Search each line of the data for the word "rows"; copy every line where it is found.
──────── INPUT DATA ────────
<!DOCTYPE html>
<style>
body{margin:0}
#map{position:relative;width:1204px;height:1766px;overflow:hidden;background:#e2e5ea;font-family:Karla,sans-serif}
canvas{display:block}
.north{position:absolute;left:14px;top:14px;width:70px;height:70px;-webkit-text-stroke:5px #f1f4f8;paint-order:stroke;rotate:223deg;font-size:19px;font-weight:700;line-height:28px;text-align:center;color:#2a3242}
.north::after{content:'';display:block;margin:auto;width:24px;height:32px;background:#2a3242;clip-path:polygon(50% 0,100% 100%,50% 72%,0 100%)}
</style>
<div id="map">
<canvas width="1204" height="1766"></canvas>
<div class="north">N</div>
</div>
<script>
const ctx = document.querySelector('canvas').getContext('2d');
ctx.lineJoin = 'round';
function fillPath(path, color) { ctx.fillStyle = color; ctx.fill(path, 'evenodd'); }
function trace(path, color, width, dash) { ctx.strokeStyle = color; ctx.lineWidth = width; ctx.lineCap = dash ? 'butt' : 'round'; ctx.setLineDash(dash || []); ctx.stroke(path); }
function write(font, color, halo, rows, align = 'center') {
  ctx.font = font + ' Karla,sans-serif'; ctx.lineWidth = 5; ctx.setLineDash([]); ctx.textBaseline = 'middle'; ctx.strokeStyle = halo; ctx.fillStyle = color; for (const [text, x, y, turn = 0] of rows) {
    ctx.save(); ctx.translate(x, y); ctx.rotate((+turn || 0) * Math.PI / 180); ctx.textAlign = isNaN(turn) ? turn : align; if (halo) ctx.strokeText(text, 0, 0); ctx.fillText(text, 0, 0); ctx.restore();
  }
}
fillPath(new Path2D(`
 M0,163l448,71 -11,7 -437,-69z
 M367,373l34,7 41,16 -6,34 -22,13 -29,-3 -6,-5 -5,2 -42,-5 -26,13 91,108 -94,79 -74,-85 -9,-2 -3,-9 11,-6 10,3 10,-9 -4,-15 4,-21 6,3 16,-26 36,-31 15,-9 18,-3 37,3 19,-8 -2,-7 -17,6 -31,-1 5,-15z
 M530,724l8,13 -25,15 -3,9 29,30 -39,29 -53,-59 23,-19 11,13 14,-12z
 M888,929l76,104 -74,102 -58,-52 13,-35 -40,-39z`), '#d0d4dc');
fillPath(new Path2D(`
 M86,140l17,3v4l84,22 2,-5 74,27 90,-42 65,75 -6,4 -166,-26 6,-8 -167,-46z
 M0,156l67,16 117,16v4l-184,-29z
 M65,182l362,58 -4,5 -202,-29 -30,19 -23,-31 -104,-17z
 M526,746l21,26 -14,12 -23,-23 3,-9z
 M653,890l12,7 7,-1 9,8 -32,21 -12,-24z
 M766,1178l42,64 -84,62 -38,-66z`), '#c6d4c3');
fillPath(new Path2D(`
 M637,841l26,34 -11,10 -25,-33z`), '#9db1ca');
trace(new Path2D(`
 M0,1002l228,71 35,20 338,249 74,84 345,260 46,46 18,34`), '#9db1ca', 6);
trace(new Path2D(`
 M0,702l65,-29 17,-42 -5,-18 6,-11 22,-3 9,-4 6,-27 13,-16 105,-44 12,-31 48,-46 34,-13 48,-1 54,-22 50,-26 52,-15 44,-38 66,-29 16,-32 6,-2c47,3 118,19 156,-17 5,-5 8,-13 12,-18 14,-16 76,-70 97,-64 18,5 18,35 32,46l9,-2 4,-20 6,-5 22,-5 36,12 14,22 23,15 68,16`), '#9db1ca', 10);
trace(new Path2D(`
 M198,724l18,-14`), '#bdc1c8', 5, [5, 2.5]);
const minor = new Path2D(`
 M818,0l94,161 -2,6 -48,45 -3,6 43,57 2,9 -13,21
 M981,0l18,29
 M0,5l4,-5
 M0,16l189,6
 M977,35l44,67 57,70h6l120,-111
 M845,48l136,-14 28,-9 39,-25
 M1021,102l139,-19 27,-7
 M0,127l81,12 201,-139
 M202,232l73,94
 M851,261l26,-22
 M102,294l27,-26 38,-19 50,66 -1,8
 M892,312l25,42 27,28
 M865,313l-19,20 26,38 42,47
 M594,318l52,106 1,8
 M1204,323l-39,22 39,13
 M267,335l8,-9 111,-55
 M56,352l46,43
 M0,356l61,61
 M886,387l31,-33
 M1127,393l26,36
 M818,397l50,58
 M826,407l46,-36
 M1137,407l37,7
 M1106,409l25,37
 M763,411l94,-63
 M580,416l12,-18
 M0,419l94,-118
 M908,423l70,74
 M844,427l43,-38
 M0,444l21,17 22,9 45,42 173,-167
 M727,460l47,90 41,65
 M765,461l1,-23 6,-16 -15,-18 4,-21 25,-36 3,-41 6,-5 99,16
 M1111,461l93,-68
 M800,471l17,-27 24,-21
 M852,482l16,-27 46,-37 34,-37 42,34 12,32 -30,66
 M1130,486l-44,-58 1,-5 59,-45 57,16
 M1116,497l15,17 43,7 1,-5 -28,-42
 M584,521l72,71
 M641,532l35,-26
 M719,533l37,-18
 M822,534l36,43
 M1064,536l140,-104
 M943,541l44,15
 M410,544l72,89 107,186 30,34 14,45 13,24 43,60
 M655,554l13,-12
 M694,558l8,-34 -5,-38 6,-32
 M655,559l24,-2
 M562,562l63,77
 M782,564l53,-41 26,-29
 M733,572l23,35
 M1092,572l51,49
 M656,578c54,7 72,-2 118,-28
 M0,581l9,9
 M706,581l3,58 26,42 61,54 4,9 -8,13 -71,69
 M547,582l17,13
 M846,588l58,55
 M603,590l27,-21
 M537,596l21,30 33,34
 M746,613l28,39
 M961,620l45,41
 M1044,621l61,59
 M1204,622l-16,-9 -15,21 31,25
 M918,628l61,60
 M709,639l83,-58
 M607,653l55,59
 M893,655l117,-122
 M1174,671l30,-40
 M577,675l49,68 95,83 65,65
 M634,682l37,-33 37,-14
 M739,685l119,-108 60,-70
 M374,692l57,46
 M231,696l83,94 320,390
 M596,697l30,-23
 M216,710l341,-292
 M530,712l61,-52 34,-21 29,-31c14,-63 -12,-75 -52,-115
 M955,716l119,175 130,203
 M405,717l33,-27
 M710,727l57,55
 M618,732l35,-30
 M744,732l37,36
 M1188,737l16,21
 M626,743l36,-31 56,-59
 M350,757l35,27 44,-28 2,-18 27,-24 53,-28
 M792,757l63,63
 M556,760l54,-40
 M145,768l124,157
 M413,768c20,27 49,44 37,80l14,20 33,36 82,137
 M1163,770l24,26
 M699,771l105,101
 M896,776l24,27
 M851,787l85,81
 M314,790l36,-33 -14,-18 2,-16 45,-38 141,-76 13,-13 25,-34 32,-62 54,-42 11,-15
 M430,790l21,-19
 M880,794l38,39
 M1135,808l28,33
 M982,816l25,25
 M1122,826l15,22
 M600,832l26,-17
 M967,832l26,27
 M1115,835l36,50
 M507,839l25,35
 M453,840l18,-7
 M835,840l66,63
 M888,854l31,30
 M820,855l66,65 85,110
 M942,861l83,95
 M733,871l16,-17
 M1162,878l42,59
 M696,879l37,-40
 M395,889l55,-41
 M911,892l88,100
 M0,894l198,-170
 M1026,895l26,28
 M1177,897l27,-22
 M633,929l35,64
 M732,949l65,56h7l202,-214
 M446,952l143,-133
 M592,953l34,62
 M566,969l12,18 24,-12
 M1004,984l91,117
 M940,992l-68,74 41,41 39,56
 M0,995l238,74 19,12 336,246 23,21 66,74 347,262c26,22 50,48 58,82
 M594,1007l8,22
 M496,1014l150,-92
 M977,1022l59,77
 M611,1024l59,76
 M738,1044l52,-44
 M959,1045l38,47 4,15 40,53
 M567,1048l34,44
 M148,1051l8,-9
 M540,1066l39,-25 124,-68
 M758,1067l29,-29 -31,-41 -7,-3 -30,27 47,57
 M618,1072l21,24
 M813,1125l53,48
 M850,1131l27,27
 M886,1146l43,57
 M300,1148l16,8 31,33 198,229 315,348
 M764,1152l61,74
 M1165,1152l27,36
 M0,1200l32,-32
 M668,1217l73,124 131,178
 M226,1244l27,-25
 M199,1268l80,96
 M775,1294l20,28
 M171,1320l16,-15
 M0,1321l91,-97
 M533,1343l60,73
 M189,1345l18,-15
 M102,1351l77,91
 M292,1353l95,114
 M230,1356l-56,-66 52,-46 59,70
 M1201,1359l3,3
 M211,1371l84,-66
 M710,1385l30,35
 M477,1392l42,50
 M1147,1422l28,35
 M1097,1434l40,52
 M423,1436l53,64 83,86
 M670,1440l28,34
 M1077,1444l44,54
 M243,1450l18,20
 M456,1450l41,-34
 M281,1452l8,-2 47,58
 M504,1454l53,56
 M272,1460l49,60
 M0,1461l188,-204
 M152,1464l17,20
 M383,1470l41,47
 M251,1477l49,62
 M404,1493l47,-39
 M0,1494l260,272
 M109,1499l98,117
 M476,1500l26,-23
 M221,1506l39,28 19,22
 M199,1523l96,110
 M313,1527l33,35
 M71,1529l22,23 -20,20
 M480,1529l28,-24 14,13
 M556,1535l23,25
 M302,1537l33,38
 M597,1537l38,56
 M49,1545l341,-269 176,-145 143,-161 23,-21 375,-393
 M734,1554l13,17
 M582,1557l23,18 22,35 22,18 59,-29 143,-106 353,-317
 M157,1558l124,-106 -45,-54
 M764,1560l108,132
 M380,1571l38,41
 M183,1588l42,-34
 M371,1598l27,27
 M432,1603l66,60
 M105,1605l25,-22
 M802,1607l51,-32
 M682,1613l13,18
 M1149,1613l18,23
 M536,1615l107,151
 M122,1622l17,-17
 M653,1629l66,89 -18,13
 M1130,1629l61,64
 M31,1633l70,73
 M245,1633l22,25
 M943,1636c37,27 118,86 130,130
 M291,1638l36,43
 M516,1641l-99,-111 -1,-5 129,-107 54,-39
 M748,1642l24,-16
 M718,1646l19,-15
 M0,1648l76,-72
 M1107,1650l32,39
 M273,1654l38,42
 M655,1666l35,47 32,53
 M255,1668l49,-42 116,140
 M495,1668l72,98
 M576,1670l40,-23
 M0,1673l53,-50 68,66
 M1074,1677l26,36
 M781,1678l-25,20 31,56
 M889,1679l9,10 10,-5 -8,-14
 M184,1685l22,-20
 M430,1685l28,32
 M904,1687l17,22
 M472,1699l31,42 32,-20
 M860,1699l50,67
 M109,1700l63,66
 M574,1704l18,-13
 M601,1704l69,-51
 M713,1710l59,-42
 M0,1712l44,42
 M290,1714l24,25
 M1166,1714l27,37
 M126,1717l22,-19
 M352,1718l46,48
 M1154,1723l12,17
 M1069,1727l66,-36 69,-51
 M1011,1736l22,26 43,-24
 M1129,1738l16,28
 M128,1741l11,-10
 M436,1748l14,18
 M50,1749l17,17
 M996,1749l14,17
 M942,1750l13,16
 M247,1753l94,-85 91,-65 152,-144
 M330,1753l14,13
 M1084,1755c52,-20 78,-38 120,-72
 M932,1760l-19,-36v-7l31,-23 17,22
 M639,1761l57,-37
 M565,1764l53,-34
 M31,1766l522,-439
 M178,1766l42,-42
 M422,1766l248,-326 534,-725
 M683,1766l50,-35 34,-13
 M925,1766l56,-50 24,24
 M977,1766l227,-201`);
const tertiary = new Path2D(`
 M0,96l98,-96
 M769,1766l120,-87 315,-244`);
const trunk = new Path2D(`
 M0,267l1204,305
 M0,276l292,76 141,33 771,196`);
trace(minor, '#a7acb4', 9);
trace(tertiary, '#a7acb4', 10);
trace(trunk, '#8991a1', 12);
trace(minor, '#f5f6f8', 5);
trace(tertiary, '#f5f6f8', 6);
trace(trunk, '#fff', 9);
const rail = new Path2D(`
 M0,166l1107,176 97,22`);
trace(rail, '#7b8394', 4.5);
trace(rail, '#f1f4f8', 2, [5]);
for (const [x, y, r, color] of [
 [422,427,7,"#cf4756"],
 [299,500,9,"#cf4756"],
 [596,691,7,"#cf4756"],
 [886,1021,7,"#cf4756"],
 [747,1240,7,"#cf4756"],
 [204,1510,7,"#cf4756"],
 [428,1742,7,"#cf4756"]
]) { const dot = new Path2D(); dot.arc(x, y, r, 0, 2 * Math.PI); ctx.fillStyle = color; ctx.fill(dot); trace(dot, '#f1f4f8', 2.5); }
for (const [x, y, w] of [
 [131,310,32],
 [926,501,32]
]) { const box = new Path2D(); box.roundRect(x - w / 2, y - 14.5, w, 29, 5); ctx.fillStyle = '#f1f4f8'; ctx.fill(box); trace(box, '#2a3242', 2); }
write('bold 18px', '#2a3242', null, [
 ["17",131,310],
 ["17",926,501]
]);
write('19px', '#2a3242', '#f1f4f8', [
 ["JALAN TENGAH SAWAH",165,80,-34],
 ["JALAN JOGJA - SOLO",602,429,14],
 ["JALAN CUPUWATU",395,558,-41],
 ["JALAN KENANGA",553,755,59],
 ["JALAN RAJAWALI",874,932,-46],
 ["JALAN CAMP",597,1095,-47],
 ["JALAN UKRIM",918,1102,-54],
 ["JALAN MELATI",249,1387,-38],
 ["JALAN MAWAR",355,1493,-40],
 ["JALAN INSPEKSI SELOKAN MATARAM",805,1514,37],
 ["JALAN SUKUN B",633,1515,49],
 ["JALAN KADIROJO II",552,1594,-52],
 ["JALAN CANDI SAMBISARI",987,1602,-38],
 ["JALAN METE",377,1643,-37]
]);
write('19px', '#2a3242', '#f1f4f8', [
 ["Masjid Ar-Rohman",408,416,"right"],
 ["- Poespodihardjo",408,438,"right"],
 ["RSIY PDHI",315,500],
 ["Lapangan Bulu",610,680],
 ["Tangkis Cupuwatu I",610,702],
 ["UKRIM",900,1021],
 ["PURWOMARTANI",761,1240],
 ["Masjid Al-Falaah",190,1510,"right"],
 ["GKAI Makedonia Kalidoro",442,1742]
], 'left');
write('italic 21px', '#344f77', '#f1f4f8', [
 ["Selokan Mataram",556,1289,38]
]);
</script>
────────
| ANSWER TO THE PROBLEM |
function write(font, color, halo, rows, align = 'center') {
  ctx.font = font + ' Karla,sans-serif'; ctx.lineWidth = 5; ctx.setLineDash([]); ctx.textBaseline = 'middle'; ctx.strokeStyle = halo; ctx.fillStyle = color; for (const [text, x, y, turn = 0] of rows) {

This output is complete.